Yes, I still have my position and will hold. Not sure exactly what is going on but presumably a combination of the downgrade and collapsing NG prices. I'm unsure if ECT still has any hedges (they probably started with some but being a trust cannot add new ones once the initial ones roll off) and also how wet their gas is (how much liquids it contains). Maybe someone here has researched and knows more. Marcellus does have a lot of liquids in some areas, but whether the ECT properties are in the 'wet' part, I haven't checked (it should be laid out in the prospectus if anyone has time to look). IF they are unhedged AND they are mostly dry gas then the distribution could come down significantly. Maybe that's what people are thinking. Whether it is the case or not, I haven't investigated but somebody should be able to check by looking at the trust filings. HGT is also getting killed over the last few days...that one is clear cut - they are dry gas and unhedged, so it makes sense. SJT has held up relatively better so far but they are in the same boat so I would assume they will follow.
Whether it is a buying opportunity depends on how long NG prices will stay low. It seems it is starting to sink in that they may be low a long time.

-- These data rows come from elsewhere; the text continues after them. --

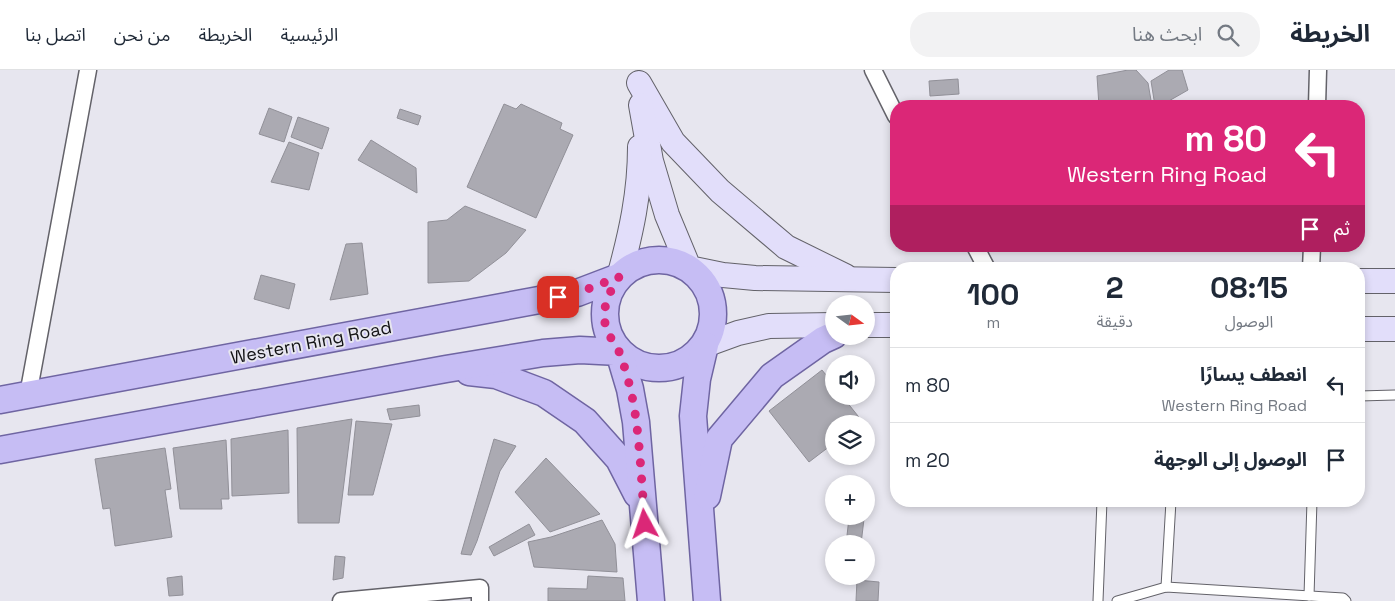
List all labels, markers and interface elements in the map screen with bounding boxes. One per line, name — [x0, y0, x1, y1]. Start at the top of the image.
search box — [910, 12, 1260, 57]
text: الخريطة — [1290, 18, 1370, 49]
icon: search — [1214, 21, 1242, 49]
text: ابحث هنا — [1132, 22, 1202, 47]
text: اتصل بنا — [25, 23, 86, 46]
text: من نحن — [114, 23, 170, 46]
text: الخريطة — [198, 23, 252, 46]
text: الرئيسية — [280, 23, 338, 46]
text: 80 m — [1185, 117, 1267, 161]
icon: left — [1285, 120, 1350, 185]
text: Western Ring Road — [1067, 160, 1267, 188]
icon: arrive — [1296, 215, 1324, 243]
text: ثم — [1334, 216, 1350, 241]
text: 2 — [1106, 268, 1124, 307]
text: 08:15 — [1210, 268, 1288, 307]
text: 100 — [967, 275, 1020, 314]
pin — [537, 276, 579, 318]
icon: arrive — [544, 283, 572, 311]
north arrow — [825, 295, 875, 345]
map controls — [825, 295, 875, 585]
text: دقيقة — [1097, 311, 1133, 332]
text: الوصول — [1225, 311, 1273, 332]
text: m — [986, 312, 1000, 333]
street label: Western Ring Road — [228, 315, 394, 369]
button: sound — [825, 355, 875, 405]
text: انعطف يسارًا — [1200, 362, 1307, 387]
icon: left — [1322, 371, 1350, 399]
text: 80 m — [905, 373, 950, 398]
text: Western Ring Road — [1162, 395, 1307, 416]
button: layers — [825, 415, 875, 465]
icon: arrive — [1322, 446, 1350, 474]
text: الوصول إلى الوجهة — [1154, 447, 1307, 472]
text: 20 m — [905, 448, 950, 473]
button: + — [825, 475, 875, 525]
position arrow — [618, 497, 670, 549]
button: − — [825, 535, 875, 585]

Merrill Lynch just put out a note talking about 'an incredible glut' and just slashed their NG target prices to the low 3's for all of 2012 and 2013.

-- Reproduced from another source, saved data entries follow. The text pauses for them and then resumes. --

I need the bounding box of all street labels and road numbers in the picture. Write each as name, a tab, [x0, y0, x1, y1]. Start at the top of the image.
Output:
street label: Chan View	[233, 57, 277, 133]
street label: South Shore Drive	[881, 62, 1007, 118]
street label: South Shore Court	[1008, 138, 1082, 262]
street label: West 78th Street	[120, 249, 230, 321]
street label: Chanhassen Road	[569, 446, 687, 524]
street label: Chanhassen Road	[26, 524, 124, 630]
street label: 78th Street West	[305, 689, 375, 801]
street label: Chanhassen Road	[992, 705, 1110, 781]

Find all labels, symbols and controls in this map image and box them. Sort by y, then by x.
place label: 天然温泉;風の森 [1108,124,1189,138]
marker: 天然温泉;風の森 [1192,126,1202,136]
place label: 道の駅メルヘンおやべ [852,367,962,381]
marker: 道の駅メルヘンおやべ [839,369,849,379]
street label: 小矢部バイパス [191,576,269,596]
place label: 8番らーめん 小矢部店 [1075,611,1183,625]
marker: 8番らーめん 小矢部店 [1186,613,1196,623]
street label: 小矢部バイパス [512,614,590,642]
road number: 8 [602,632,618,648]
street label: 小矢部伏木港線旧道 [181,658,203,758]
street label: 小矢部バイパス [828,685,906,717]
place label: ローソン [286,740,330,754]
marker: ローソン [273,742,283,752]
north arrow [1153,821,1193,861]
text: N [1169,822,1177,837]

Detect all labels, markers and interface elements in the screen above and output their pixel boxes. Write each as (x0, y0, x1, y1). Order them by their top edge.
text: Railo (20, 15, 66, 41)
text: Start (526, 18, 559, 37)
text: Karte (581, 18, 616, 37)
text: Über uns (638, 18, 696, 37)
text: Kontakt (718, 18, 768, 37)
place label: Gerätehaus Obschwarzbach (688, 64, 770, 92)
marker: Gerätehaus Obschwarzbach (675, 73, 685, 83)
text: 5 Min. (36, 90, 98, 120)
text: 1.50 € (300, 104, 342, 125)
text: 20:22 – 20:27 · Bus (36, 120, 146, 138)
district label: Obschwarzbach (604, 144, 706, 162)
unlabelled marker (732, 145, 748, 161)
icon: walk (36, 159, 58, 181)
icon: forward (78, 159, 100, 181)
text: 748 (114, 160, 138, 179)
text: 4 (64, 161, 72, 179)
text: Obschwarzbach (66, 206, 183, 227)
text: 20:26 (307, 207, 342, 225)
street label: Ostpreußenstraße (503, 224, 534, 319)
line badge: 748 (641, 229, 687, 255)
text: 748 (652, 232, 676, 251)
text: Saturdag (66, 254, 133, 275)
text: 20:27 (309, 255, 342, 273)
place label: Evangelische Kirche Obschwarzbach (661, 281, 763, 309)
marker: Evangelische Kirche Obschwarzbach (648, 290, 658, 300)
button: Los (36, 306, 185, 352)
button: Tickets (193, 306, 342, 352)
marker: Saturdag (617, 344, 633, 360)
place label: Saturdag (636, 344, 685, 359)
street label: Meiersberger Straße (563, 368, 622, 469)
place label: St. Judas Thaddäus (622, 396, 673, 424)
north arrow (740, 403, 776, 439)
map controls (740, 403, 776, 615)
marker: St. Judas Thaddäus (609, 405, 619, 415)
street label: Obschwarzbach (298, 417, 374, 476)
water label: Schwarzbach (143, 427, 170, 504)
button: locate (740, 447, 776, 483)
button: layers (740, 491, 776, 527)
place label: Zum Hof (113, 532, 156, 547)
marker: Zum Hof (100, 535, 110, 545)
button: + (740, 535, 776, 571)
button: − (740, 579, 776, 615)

Personally I will hold all my positions because I also have oily plays and G&Ps which will do well in an environment of low gas prices. I may add to positions like HGT if prices get much cheaper (not yet though). But whether to hold probably depends on your own individual portfolio (how much it is weighted to NG sensitive plays) and whether you can stand it if prices go much lower.
Well its a split decision. They are not unhedged, and the hedges go out to 3/31/14 on 50% of estimated production. That is the good news. But I read the s-1A last evening and scanned it again after your comment, and I find no trace of any mention of oil or oil pricing or the BOE equivalent for wet gas. All the verbiage is on nat gas pricing. I think these are dry gas wells.
Good news is hedges are at $6.82/MCF in sub $3 market. Bad news is its only 50% and it may well be that the subordination targets will not be hit. See the recent post above on what Oppenheimer was saying, 3rd Qtr could drop below sub target and they used $3.35/MCF they said.